Schlesinger also looked back at his own situation six years ago and how different it was from the current one.

“And my reason for being cut off by national Republicans was not for saying anything, the way Akin did, but because they wanted Lieberman re-elected because of the support the senator had given him on Iraq and other national security issues.” said Schlesinger in an exclusive interview with Human Events. Now in private law practice, Schlesinger talked about his own experience as cast aside by the GOP.

Schlesinger, a moderate-to-conservative former state legislator, explained that “I ran for the Senate because I felt that with Lieberman likely to lose the primary and go independent, I might have a chance in a three-way race. In fact, I wouldn’t have run if I thought I would be going head-to-head with Lieberman or Lamont. But I never had a chance once the White House said they preferred Lieberman and the national party ignored me.”
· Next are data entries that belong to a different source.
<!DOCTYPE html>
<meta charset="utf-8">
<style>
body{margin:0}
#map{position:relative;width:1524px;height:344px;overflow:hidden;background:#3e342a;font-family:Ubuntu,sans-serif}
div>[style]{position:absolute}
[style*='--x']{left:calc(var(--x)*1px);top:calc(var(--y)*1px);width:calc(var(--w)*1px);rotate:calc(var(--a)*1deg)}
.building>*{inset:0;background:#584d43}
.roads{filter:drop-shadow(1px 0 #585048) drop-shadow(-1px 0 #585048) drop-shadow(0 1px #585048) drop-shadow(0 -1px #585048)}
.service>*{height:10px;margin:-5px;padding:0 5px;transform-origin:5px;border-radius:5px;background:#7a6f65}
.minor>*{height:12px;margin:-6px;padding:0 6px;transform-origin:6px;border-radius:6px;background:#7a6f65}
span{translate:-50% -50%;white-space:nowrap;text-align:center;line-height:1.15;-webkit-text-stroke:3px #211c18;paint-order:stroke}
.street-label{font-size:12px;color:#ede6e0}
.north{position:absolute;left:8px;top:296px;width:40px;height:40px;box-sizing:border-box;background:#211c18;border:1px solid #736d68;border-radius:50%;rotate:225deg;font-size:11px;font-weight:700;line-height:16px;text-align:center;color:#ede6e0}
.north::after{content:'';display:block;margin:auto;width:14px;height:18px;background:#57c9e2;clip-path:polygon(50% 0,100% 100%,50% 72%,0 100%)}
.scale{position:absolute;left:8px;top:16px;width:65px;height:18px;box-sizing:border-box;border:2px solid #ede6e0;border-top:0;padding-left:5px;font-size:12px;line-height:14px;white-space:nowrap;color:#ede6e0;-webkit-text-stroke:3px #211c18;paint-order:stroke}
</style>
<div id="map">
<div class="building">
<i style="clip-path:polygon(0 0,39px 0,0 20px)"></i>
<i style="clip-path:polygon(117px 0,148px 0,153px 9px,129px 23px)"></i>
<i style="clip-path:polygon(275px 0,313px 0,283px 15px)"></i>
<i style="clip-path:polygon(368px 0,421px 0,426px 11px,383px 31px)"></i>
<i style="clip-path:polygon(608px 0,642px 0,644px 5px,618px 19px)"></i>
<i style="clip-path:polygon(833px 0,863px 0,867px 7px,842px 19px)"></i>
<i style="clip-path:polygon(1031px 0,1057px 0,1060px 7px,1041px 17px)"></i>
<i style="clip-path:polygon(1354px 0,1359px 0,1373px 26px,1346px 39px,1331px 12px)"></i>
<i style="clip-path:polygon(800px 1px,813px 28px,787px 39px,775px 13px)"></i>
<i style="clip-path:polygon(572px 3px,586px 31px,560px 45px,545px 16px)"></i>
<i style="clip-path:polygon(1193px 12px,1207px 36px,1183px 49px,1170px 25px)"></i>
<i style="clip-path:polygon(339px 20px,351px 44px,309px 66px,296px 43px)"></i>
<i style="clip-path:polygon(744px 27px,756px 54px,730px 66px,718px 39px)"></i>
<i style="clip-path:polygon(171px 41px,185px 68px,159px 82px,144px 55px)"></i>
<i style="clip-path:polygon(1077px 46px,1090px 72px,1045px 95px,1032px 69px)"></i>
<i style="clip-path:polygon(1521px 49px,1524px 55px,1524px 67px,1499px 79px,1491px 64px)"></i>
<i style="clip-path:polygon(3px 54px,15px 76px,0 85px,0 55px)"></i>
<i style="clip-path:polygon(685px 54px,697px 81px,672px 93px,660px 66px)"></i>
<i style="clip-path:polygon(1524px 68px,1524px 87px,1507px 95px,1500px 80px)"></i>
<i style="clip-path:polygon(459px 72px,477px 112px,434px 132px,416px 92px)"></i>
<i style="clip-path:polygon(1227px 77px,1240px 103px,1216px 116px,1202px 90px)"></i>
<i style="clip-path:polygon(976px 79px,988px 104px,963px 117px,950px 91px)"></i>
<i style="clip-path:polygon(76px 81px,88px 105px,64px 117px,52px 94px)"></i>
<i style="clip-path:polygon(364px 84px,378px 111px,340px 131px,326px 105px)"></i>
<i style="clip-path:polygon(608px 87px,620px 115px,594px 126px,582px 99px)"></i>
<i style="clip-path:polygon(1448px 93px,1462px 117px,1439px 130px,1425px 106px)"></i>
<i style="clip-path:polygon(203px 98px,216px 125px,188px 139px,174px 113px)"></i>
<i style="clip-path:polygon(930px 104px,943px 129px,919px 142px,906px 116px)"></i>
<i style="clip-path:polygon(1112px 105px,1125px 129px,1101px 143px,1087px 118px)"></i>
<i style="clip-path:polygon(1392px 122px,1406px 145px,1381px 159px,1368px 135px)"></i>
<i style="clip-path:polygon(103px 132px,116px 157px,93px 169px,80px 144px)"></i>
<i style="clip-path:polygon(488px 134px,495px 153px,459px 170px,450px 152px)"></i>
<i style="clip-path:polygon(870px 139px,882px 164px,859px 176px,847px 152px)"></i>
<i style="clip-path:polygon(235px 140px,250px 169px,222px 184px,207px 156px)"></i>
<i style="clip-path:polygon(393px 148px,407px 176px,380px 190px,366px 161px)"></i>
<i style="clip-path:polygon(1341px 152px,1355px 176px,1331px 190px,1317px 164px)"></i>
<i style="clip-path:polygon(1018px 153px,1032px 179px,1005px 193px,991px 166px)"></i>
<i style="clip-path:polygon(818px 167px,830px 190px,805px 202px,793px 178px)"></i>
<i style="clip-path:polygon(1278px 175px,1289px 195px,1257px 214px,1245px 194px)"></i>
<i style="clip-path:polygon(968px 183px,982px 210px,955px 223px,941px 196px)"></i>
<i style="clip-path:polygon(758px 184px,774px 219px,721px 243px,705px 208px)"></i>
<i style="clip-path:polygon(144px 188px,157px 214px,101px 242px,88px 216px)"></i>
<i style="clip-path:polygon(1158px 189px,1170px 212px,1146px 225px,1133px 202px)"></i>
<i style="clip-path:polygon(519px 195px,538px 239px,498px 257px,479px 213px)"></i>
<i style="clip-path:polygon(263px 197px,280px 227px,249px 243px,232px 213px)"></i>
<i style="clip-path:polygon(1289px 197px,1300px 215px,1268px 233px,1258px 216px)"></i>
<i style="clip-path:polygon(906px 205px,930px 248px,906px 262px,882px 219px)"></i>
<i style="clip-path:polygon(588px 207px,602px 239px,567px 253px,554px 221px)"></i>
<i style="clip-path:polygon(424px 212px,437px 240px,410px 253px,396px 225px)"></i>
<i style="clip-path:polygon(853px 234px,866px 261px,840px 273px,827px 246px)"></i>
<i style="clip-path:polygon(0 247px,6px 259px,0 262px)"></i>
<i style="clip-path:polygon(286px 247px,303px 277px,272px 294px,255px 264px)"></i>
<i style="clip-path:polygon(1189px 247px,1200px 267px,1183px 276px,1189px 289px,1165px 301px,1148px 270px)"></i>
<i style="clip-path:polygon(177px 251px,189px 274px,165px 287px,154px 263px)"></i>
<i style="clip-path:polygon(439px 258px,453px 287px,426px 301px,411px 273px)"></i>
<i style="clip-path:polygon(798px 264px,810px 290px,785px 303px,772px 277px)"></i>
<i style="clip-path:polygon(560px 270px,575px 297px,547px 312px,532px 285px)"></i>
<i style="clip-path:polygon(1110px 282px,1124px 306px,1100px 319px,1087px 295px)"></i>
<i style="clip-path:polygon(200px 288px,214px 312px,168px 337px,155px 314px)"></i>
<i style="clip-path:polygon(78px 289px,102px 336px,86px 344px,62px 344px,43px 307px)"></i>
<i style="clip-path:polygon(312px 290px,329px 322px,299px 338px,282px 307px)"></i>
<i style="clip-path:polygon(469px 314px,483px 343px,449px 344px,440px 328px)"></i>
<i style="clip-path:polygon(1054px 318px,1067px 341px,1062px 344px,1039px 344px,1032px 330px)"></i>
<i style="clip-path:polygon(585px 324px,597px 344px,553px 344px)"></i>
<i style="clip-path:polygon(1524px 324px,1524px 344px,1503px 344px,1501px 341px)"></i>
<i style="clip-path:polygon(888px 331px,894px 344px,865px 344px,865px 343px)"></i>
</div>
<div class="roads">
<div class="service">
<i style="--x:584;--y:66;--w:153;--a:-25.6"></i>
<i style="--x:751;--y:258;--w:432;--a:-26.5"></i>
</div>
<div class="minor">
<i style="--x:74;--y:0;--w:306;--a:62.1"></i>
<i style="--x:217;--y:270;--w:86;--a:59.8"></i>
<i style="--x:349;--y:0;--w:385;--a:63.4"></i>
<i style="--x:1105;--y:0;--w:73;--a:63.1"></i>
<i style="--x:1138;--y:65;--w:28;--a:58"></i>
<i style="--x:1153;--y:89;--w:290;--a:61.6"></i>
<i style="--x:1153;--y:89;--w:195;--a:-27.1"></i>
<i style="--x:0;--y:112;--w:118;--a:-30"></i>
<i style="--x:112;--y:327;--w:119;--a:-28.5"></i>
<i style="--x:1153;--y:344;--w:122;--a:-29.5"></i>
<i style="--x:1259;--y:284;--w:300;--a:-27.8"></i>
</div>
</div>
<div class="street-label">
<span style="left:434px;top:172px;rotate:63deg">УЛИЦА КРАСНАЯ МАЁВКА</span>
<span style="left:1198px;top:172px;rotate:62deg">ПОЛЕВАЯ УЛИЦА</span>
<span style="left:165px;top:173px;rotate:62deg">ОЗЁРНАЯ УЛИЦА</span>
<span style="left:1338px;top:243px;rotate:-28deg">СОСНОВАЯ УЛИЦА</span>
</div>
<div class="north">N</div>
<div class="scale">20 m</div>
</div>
The “Almanac of American Politics” sums up the chronology of events demonstrating how the Bush administration and the national GOP sent out signals they wanted Lieberman — who had said repeatedly he would vote with Democrats for Senate control — and not their nominee: “On Aug. 13, Republican National Committee Chairman Ken Mehlman said that his practice was to consult ‘our leadership in the states and they say: you ought to stay out of this one.’ On Aug. 15, White House press secretary Tony Snow said: the Republican Party of Connecticut has suggested that we not make an endorsement in that race, so we’re not.” Snow’s response to a question posed by Human Events when we followed up by asking if those making the suggestion about not making an endorsement included then-State GOP Chairman George Gallo, Snow replied: “Including Mr. Gallo.”

In Connecticut, state party leaders led by then-Gov. Jodi Rell offered the excuse for not supporting their Senate nominee that he enjoyed gambling. Schlesinger laughed at that, recalling how “(Rell) said I was a ‘professional gambler.’ That was because I could actually count cards in blackjack and win. And gaming is not only perfectly legal on Indian reservations in Connecticut but it is one of the state’s biggest sources of revenue. I didn’t break any laws at all — I only knew how to play a game well.” A graduate of the Wharton School of Finance in Pennsylvania, Schlesinger is a highly successful attorney.

Regarding Akin’s now-celebrated remark about “legitimate rape,” Schlesinger said: “What he said was really silly. And he apologized. (National Republicans) should accept that and let him run his race and not hurt him. Just recently, (Califonria Democratic Rep.) Maxine Waters said to an energy executive during a House committee hearing that ‘we were going to socialize — er, take over your business.’ It seems these days that if you are a Democrat you can say anything, but if you’re a Republican, you can get in trouble for any slip of the tongue.”